→ **DIRECTIONS FOR THIS TASK**
Please reproduce the data below exactly, from the first line through the line containing "Task: Dump the", and leave every later line out.

Saved data entries:
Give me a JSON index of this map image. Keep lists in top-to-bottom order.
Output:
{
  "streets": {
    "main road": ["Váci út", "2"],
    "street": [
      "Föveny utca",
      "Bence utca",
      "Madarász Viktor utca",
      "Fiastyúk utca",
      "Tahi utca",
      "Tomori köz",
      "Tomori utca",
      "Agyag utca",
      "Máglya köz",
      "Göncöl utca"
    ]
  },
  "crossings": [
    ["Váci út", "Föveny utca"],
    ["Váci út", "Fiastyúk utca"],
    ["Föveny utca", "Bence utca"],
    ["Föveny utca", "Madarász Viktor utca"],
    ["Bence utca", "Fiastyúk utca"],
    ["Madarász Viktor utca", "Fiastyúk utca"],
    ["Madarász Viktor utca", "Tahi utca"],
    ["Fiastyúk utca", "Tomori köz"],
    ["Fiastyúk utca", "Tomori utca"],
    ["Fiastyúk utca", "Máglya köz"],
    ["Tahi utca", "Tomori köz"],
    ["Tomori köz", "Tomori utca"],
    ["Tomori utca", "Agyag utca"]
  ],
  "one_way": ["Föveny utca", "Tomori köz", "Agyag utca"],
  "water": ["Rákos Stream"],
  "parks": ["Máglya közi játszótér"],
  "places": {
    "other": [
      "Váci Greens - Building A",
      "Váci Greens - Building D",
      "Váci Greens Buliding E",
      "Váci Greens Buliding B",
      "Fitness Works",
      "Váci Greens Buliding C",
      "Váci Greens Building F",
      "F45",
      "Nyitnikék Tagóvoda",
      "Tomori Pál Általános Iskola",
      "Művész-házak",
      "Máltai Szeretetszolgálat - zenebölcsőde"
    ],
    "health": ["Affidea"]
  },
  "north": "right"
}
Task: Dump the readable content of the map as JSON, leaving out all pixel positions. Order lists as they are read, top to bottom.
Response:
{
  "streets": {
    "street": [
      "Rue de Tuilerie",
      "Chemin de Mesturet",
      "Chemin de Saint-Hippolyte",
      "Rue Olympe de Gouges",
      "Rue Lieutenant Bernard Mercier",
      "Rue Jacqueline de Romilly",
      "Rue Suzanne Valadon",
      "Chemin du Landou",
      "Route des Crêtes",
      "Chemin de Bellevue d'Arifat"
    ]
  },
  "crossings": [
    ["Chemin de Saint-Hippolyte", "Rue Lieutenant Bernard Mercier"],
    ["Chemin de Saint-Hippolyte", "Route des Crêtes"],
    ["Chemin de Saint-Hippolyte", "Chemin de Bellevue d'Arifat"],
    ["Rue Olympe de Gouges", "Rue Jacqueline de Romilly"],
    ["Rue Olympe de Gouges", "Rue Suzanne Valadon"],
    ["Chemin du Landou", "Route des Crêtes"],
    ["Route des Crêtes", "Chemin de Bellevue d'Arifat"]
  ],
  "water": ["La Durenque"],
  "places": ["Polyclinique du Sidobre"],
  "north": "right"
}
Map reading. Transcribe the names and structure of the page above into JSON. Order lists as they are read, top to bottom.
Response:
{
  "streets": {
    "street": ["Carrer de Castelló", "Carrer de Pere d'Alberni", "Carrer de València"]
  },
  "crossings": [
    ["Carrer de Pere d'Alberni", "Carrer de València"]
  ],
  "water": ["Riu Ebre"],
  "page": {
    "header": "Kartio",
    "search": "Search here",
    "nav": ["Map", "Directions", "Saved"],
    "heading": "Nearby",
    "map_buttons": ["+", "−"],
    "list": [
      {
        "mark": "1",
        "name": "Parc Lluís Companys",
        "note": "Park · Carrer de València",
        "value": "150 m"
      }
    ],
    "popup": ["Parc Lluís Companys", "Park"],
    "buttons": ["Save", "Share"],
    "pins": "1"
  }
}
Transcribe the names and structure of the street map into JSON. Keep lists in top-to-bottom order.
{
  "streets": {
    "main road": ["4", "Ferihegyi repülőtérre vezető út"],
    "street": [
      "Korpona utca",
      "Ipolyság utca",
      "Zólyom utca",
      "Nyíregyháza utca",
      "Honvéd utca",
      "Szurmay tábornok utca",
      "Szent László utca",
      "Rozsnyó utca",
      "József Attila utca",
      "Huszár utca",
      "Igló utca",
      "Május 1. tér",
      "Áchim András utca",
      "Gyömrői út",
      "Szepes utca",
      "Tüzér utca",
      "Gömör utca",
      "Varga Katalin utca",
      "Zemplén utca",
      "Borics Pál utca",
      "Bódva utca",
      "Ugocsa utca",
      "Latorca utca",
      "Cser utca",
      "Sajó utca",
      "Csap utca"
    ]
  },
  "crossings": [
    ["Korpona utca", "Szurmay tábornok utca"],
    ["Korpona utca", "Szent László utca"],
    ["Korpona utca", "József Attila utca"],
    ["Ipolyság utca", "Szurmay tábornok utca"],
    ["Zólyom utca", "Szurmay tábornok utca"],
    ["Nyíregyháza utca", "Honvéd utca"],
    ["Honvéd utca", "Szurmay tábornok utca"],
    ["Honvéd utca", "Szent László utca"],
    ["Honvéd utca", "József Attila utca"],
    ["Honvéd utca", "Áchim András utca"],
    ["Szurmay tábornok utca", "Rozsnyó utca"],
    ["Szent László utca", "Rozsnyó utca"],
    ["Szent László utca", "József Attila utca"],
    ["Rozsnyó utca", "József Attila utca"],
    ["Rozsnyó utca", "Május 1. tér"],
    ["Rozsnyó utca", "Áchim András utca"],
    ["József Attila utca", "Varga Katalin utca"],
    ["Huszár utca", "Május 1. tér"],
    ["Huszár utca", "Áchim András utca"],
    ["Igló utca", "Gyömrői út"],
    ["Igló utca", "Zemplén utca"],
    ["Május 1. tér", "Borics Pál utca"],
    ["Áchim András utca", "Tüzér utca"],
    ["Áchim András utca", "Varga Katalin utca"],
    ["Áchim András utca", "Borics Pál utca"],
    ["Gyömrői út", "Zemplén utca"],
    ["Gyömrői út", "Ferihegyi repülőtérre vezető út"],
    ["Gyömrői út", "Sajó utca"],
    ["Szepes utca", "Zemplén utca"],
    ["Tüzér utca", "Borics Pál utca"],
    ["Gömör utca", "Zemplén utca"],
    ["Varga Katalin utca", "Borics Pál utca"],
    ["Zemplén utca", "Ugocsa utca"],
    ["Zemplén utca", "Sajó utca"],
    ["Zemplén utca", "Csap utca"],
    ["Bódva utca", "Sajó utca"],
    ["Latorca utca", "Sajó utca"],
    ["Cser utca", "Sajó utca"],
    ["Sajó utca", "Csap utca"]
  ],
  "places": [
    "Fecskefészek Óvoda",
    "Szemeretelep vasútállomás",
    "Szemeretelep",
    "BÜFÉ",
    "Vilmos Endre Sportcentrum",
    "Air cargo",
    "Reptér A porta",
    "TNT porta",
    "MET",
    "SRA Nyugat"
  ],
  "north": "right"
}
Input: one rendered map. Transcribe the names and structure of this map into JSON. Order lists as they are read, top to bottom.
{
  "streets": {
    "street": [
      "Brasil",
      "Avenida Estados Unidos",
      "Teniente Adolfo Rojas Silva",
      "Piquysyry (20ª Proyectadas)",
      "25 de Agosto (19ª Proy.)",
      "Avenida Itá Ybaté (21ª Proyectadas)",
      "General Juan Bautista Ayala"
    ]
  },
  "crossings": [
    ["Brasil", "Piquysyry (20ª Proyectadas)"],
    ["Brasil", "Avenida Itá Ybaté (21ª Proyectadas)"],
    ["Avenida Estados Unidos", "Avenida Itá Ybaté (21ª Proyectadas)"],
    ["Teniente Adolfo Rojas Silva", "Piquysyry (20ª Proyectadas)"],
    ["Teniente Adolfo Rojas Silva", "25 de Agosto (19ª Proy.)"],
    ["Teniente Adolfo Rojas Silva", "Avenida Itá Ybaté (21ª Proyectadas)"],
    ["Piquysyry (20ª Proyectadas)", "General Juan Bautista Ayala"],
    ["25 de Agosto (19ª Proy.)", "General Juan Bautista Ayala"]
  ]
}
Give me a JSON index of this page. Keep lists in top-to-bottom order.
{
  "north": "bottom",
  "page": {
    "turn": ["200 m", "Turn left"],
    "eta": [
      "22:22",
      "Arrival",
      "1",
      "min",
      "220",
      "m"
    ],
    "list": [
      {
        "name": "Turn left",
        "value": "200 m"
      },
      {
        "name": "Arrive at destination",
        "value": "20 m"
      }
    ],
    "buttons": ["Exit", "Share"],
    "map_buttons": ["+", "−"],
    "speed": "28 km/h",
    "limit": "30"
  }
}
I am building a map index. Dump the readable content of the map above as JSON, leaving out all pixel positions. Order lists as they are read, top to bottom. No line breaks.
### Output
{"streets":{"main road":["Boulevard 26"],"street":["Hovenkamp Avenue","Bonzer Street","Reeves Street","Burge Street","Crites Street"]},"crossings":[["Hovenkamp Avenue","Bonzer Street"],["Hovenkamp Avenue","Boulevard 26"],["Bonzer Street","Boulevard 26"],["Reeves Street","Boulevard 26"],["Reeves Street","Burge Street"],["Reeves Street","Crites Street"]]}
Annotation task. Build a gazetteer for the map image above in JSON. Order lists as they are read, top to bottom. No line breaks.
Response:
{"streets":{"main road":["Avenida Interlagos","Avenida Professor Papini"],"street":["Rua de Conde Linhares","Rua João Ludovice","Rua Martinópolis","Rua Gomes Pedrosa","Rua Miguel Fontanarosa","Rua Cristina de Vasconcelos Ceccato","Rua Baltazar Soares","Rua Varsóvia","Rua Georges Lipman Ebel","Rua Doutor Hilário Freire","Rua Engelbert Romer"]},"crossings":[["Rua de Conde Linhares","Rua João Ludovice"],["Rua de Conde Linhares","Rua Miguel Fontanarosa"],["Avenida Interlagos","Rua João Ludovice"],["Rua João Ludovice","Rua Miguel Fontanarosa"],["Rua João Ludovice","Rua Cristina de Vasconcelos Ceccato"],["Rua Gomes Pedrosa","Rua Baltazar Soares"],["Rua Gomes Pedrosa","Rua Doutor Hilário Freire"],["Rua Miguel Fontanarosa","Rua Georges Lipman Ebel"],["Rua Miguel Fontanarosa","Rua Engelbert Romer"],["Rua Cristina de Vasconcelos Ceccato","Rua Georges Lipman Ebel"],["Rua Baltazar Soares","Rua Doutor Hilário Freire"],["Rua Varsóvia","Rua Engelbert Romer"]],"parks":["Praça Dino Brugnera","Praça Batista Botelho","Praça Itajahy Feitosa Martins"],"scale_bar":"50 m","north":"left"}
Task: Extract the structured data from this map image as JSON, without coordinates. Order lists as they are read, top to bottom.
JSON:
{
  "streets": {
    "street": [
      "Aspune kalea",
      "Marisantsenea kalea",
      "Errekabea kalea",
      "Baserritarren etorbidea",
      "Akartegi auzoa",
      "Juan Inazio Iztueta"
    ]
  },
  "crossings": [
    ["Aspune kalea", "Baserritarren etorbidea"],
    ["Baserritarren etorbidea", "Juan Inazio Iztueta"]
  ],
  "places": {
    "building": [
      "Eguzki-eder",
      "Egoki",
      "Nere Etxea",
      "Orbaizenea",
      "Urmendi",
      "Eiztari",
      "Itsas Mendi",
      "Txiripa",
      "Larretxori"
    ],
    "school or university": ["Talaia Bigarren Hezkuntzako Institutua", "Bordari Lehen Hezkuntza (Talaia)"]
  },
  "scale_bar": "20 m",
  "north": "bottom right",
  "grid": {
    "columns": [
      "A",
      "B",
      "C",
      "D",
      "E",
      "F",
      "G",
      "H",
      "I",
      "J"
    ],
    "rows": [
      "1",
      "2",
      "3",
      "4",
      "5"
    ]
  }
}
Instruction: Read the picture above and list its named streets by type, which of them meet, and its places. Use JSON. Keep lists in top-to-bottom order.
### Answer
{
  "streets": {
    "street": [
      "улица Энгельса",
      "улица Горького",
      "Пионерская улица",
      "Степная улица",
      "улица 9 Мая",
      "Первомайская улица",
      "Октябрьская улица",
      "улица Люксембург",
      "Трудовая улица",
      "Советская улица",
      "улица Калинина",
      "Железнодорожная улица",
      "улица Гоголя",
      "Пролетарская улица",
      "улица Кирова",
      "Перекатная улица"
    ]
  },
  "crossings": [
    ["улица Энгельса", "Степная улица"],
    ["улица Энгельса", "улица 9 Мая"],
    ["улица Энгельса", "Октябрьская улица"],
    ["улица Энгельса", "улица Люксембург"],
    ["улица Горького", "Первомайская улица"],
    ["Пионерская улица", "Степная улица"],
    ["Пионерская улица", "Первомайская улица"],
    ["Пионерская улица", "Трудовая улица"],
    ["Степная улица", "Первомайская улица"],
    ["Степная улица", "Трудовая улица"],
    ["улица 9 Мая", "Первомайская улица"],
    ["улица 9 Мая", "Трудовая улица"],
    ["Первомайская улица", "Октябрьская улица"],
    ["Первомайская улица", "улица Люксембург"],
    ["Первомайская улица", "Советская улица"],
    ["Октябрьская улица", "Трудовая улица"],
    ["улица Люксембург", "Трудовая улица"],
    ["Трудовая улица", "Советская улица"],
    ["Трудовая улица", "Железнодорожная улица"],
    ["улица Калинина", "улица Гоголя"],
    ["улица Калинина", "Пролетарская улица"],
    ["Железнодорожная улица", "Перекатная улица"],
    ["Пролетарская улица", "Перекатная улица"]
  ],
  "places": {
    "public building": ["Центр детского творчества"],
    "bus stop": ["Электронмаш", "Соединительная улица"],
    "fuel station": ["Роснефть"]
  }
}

→ **THE COMPLETED TASK**
Give me a JSON index of this map image. Keep lists in top-to-bottom order.
Output:
{
  "streets": {
    "main road": ["Váci út", "2"],
    "street": [
      "Föveny utca",
      "Bence utca",
      "Madarász Viktor utca",
      "Fiastyúk utca",
      "Tahi utca",
      "Tomori köz",
      "Tomori utca",
      "Agyag utca",
      "Máglya köz",
      "Göncöl utca"
    ]
  },
  "crossings": [
    ["Váci út", "Föveny utca"],
    ["Váci út", "Fiastyúk utca"],
    ["Föveny utca", "Bence utca"],
    ["Föveny utca", "Madarász Viktor utca"],
    ["Bence utca", "Fiastyúk utca"],
    ["Madarász Viktor utca", "Fiastyúk utca"],
    ["Madarász Viktor utca", "Tahi utca"],
    ["Fiastyúk utca", "Tomori köz"],
    ["Fiastyúk utca", "Tomori utca"],
    ["Fiastyúk utca", "Máglya köz"],
    ["Tahi utca", "Tomori köz"],
    ["Tomori köz", "Tomori utca"],
    ["Tomori utca", "Agyag utca"]
  ],
  "one_way": ["Föveny utca", "Tomori köz", "Agyag utca"],
  "water": ["Rákos Stream"],
  "parks": ["Máglya közi játszótér"],
  "places": {
    "other": [
      "Váci Greens - Building A",
      "Váci Greens - Building D",
      "Váci Greens Buliding E",
      "Váci Greens Buliding B",
      "Fitness Works",
      "Váci Greens Buliding C",
      "Váci Greens Building F",
      "F45",
      "Nyitnikék Tagóvoda",
      "Tomori Pál Általános Iskola",
      "Művész-házak",
      "Máltai Szeretetszolgálat - zenebölcsőde"
    ],
    "health": ["Affidea"]
  },
  "north": "right"
}
Task: Dump the readable content of the map as JSON, leaving out all pixel positions. Order lists as they are read, top to bottom.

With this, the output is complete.